Curioso caso foi julgado pela Segunda Turma do Superior Tribunal de Justiça no dia 24 de agosto de 2021. Trata-se do REsp 1.908.703/BA, relatado pela Ministra Assusete Magalhães. O acórdão ficou assim ementado:
PROCESSUAL CIVIL. RECURSO ESPECIAL. PEDIDO DE EFEITO SUSPENSIVO AO RECURSO DE APELAÇÃO. RECURSO ESPECIAL INTERPOSTO CONTRA DECISÃO MONOCRÁTICA, INTEGRADA, EM SEDE DE EMBARGOS DE DECLARAÇÃO, POR DECISÃO COLEGIADA. AUSÊNCIA DE EXAURIMENTO DA INSTÂNCIA. INCIDÊNCIA DA SÚMULA 281 DO STF, POR APLICAÇÃO ANALÓGICA. PRECEDENTES DO STJ. RECURSO ESPECIAL NÃO CONHECIDO.
I) Recurso Especial interposto contra decisão monocrática publicada na vigência do CPC/2015, integrada por Embargos de Declaração, igualmente processados sob a égide da nova lei processual.
II) Trata-se, na origem, de petição apresentada pela contribuinte, pretendendo a concessão de efeito suspensivo ao seu recurso de Apelação, que impugnava sentença que julgara parcialmente procedente ação por ela ajuizada, para “manter o lançamento fiscal no período de agosto de 2008 a dezembro de 2009, declarando que, nas operações de transferência interestadual de mercadorias entre estabelecimentos do mesmo titular, a base de cálculo do ICMS é o valor da operação de entrada de mercadoria mais recente constante da nota fiscal da mercadoria com a exclusão ou abatimento dos impostos recuperáveis”. O pedido restou deferido, para atribuir efeito suspensivo ao seu recurso de Apelação, sustando os efeitos da sentença, até ulterior deliberação.
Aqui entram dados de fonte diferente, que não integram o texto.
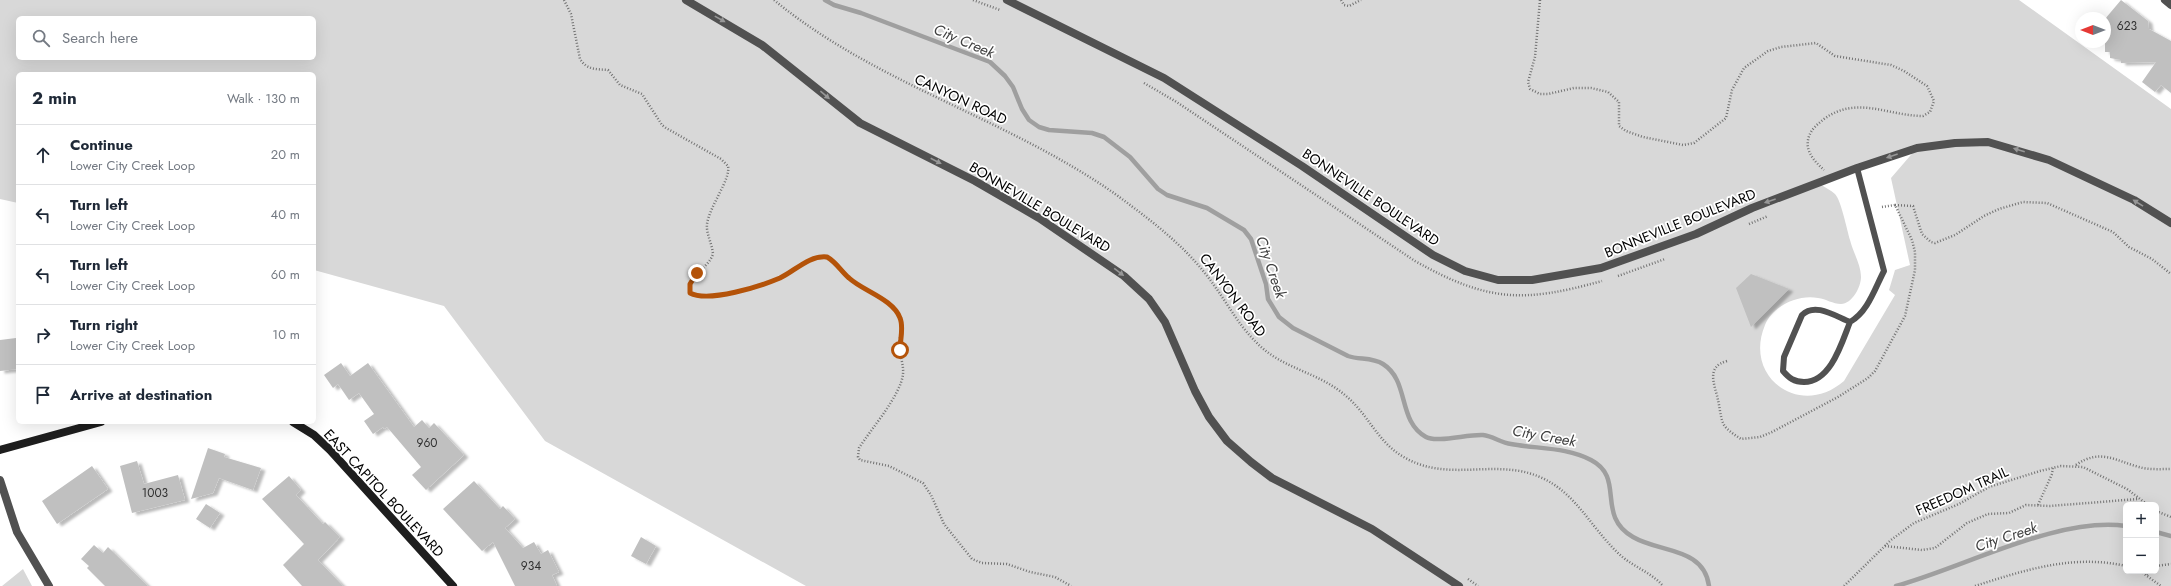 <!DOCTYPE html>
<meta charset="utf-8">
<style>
:root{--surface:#fff;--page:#f6f6f7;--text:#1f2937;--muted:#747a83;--line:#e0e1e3}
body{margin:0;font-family:Jost,sans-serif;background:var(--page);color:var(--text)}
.controls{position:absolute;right:12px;bottom:12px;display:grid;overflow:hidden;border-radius:6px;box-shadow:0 4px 16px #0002}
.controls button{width:36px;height:36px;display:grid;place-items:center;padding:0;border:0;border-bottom:1px solid var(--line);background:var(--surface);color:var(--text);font:20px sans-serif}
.compass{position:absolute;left:2075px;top:12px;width:36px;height:36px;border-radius:50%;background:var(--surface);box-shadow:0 4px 16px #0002;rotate:270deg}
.stop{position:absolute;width:12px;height:12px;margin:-9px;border:3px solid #b45309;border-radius:50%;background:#fff}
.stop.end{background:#b45309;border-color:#fff;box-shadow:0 1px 4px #0008}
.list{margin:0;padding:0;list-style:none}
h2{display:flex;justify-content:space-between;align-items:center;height:52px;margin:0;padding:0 16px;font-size:17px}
h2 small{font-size:13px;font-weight:400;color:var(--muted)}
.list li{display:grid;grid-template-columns:26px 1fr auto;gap:12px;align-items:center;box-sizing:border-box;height:60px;padding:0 16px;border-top:1px solid var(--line)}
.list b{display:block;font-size:15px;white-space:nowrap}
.list p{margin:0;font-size:13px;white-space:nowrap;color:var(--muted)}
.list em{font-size:13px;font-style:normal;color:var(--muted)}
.icon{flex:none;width:22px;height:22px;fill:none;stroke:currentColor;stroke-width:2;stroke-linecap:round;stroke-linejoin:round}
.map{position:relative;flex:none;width:2171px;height:586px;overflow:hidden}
.search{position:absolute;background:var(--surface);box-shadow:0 4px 16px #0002;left:16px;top:16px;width:300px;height:44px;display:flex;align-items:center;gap:10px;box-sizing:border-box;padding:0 14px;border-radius:6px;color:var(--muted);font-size:15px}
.panel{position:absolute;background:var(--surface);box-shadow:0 4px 16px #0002;left:16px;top:72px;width:300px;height:352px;border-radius:6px}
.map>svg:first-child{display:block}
</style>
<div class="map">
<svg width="2171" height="586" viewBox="0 0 2171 586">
<defs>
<filter id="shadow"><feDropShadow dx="4.5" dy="2.5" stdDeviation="1" flood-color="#0004"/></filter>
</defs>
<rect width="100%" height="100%" fill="#fff"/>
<path fill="#d8d8d8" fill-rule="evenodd" d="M 0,0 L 2019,0 L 2171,109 L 2171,586 L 806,586 L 545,441 L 444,306 L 314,270 L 314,74 L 18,74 L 18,203 L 0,199 ZM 18,18 L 314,18 L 314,58 L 18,58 ZM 1916,149 L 1891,178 L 1910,265 L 1895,270 L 1889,290 L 1895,295 L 1844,381 C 1800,419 1743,377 1765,325 C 1773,306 1798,294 1818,298 C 1826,299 1833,304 1841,304 C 1852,304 1861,287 1861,277 C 1861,265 1853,252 1850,240 C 1847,230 1841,200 1835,194 C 1831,190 1824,187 1820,184 ZM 2126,505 L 2156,505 L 2156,571 L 2126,571 Z
M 23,569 L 32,586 L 2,586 Z"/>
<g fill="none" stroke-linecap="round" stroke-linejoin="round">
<path stroke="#9f9f9f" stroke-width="4.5" d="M 825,0 L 834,5 L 861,13 L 990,62 L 1005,76 L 1013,87 L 1022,109 L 1029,120 L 1039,127 L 1049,130 L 1092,133 L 1104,137 L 1130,157 L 1158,189 L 1167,195 L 1207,208 L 1244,230 L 1251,239 L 1266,284 L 1268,299 L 1279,317 L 1293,328 L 1348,356 C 1359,360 1372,357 1383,364 C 1410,381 1397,421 1426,437 C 1437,443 1468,434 1483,435 C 1493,436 1501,443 1511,444 C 1537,449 1567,447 1591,460 C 1626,478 1595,515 1633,537 C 1660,553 1704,547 1709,586
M 2156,532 L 2171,536
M 1896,586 C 1963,568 2058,516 2126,526"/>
</g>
<path fill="#c0c0c0" filter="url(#shadow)" d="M 2121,0 L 2148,21 L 2149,29 L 2171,41 L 2171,93 L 2161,85 L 2155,92 L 2142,82 L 2156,62 L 2121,63 L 2121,60 L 2110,58 L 2110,52 L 2105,52 L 2105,19 Z
M 1751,274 L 1789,289 L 1751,327 L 1736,288 Z
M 16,338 L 18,369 L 0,371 L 0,340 Z
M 341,363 L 350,376 L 368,363 L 414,427 L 422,420 L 429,428 L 434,423 L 464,455 L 426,490 L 412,475 L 421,467 L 387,427 L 384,429 L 383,427 L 373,434 L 364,421 L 374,414 L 359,393 L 349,400 L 338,384 L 333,388 L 324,375 Z
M 208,448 L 225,454 L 224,457 L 261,468 L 253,490 L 219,478 L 213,493 L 191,499 Z
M 137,461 L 144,484 L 178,475 L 185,500 L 132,513 L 120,466 Z
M 92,466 L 108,489 L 57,524 L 42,501 Z
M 289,476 L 301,490 L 296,495 L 323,524 L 325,522 L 340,537 L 318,560 L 343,586 L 302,586 L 283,565 L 304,544 L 262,499 Z
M 474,481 L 500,509 L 503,506 L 515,519 L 505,528 L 523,548 L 534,542 L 541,554 L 548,550 L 559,572 L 552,575 L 557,586 L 515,586 L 493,542 L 482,551 L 443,509 Z
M 206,504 L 220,513 L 210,528 L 196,519 Z
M 641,537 L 656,546 L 646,564 L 631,556 Z
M 94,545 L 103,553 L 108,547 L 148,586 L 105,586 L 87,568 L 89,566 L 81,559 Z"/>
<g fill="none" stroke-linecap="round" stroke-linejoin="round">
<path stroke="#737373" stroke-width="2.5" stroke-dasharray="1 2" stroke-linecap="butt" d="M 564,0 L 571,14 L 580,59 C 587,70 596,69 608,70 L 620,85 L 642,94 L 662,125 L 666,128 L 721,159 L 728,166 C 731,179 710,205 707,224 C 706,234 712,243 713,254 C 708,269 688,275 690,293 C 708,303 762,286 780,278 C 793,272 803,263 815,258 C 834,253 841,273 854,282 C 869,292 887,299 898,314 C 904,323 900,334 899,344 C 899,354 904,364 903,374 C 901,395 871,429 859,448 L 858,457 L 860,460 L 889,466 L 923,483 L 931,495 L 944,524 L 972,559 L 982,563 L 1007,564 L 1030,572 L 1055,577 L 1071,586
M 774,0 C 877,85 1010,119 1118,196 C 1149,219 1180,242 1204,272 C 1223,295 1236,323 1257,343 C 1282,369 1319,372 1346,396 C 1368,414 1377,441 1402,456 C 1441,480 1479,464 1520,471 C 1572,481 1585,522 1619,554 C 1633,567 1651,572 1663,586
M 973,0 L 1000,10
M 1341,0 L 1344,5 L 1349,6 L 1361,0
M 1540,0 L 1535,57 L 1528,82 L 1530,89 L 1540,94 L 1548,94 L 1574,88 L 1591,88 L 1608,92 L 1619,102 L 1619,126 L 1626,131 L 1643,137 L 1683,145 L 1694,143 L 1726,118 L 1732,90 L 1744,68 L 1768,51 L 1781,47 L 1816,43 L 1835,56 L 1891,65 L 1904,71 L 1927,86 L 1934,101 L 1930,112 L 1923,116 C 1888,116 1857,95 1824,119 C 1819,123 1814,127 1811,132 C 1802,148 1813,160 1824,170
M 1144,83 L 1175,101 L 1415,261 C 1488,302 1523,303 1602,281
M 1895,205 L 1913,206 L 1922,234 L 1931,242 L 1935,243 L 1955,235 L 1984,216 L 1999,209 L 2023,202 L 2047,203 L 2113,232 L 2129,247 L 2152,259 L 2171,274
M 1749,224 L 1768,216
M 1618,276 L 1665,259
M 1727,361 C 1705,367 1715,385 1718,400 C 1720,408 1720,417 1724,425 C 1728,431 1735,435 1741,439 L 1760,437 L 1772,432 L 1838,397 L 1868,378 L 1875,371 L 1905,316 L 1915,270 L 1915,252 L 1912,240 L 1897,209 L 1895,205 L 1882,207
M 2076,465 C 2100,448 2116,461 2139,467 C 2149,470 2161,469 2171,469
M 2038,505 L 2052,474 L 2053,467
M 2156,511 L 2171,517
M 1885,546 L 1922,550 L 1935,548 L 1967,523 L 1988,514 L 2009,513 L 2026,505 L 2050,506 L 2138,499
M 2156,566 L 2171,564
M 2140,571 L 2161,586
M 2147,575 L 2151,571
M 1468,579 L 1478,586
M 1844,586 L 1891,540 L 1914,523 L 1959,504 L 1989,487 L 2040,471 L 2061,466 L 2083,467 L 2127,489 L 2148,505
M 1975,586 C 2025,570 2073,554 2126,566"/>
<path stroke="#515151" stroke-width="6" d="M 1850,322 C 1842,342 1831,382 1804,382 C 1794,382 1789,378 1783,371 L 1784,357 L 1802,315 C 1815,302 1835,316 1850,322 C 1868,312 1875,288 1884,271 L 1857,168"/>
<path stroke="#515151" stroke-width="8" d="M 686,0 L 762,45 L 860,123 L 975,181 L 1039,218 L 1124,276 L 1149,299 L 1165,322 L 1195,391 L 1209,417 L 1227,441 L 1251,462 L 1272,478 L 1372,529 L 1459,586
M 1007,0 L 1164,78 L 1302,166 L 1433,255 L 1465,271 L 1498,280 L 1532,280 L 1601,268 L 1696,234 L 1752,208 L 1857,168 L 1917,148 L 1955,143 L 1988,142 L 2049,160 L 2134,200 L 2171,223
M 2165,0 L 2171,5
M 0,480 L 17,532 L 49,586"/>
<path stroke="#1e1e1e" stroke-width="8" d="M 293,422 L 314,435 L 330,450 L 453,586
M 0,450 L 101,422"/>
</g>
<defs><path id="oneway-solid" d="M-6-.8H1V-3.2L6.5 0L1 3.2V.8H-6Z"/></defs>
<g fill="#979797">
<use href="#oneway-solid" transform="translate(720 19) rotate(29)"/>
<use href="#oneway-solid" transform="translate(825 95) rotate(40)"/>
<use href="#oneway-solid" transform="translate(2019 150) rotate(-163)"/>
<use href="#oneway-solid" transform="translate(1892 156) rotate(161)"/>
<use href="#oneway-solid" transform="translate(936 161) rotate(27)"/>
<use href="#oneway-solid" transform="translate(1770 201) rotate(161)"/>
<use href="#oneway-solid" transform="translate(2138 203) rotate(-148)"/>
<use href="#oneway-solid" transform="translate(1119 272) rotate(37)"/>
</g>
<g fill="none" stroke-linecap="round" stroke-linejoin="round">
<path stroke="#b45309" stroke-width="5" d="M 697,273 L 690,284 L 690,293 C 709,303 761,286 780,278 C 795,271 809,255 827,257 C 836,262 841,271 849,278 C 863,291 893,299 900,318 C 904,327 900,340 900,350"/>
</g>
<g text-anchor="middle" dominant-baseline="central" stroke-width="3.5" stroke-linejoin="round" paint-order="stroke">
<g font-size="12" fill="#303030">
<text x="2127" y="26">623</text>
<text x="427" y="443">960</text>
<text x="155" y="493">1003</text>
<text x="531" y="566">934</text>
</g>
<g font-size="14" fill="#000" stroke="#fff">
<text transform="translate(961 99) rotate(25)">CANYON ROAD</text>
<text transform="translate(1371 197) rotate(34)">BONNEVILLE BOULEVARD</text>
<text transform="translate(1040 207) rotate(31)">BONNEVILLE BOULEVARD</text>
<text transform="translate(1680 223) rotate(-22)">BONNEVILLE BOULEVARD</text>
<text transform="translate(1233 295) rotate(53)">CANYON ROAD</text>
<text transform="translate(1962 491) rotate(-24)">FREEDOM TRAIL</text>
<text transform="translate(384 493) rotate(47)">EAST CAPITOL BOULEVARD</text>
</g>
<g font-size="15" font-style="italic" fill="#404040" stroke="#fff">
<text transform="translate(964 41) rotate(23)">City Creek</text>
<text transform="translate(1271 267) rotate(71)">City Creek</text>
<text transform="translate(1544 436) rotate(10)">City Creek</text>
<text transform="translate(2006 537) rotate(-18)">City Creek</text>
</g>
</g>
</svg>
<div class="controls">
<button>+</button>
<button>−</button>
</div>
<svg class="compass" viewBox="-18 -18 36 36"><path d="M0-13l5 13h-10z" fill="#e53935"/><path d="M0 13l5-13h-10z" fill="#747a83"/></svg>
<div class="stop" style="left:900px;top:350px"></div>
<div class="stop end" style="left:697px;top:273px"></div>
<div class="search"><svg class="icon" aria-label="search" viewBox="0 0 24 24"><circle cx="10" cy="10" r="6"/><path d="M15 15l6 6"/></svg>Search here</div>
<section class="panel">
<h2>2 min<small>Walk · 130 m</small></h2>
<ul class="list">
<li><svg class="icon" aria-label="ahead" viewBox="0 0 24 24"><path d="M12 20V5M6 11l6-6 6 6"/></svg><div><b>Continue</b><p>Lower City Creek Loop</p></div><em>20 m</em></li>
<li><svg class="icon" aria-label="left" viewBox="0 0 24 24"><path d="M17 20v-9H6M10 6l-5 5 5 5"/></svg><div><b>Turn left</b><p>Lower City Creek Loop</p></div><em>40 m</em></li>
<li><svg class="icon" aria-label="left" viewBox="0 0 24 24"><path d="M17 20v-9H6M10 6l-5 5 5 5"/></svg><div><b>Turn left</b><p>Lower City Creek Loop</p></div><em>60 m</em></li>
<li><svg class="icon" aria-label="right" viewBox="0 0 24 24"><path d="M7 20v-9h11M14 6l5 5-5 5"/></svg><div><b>Turn right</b><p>Lower City Creek Loop</p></div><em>10 m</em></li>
<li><svg class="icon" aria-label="arrive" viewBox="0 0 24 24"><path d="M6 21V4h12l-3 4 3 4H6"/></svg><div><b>Arrive at destination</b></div></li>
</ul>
</section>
</div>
De ofício, em posterior decisão unipessoal, o Relator, no Tribunal de origem, julgou prejudicado o pedido, em razão da perda do objeto, porquanto, posteriormente à decisão monocrática, foram acolhidos, com efeito infringentes, os Declaratórios opostos ao acórdão que improvera a Apelação aviada pela contribuinte, anulando-se o auto de infração e descontintuindo-se o crédito tributário, mantendo o decisum monocrático, porém, a anterior decisão, na parte em que atribuíra efeito suspensivo à Apelação da contribuinte e sustara os efeitos da sentença. O ora recorrente opôs Declaratórios à decisão monocrática, na origem, que foram rejeitados colegiadamente, ensejando a interposição do presente Recurso Especial.
III. Nos termos do disposto no art. 105, III, da Constituição Federal, compete ao Superior Tribunal de Justiça julgar, em Recurso Especial, as causas decididas, em única ou última instância, pelos Tribunais Regionais Federais ou pelos Tribunais dos Estados e do Distrito Federal e Territórios. Assim, a orientação há muito traçada por esta Corte é no sentido de ser incabível o Recurso Especial interposto em face de decisão monocrática, porquanto não esgotada a prestação jurisdicional, pelo Colegiado de origem.
IV) Segundo entendimento desta Corte, “quando o órgão colegiado aprecia embargos de declaração opostos contra decisão monocrática, em verdade, não examina a controvérsia, mas apenas afere a presença, ou não, de um dos vícios indicados no art. 535, I e II, do CPC. Por conseguinte, o fato de existir decisão colegiada não impede nem inibe a subsequente interposição de agravo regimental, este sim, apto a levar ao órgão coletivo o exame da questão controvertida” (STJ, AgRg no REsp 1.231.070/ES, Rel. Ministro CASTRO MEIRA, CORTE ESPECIAL, DJe de 10/10/2012).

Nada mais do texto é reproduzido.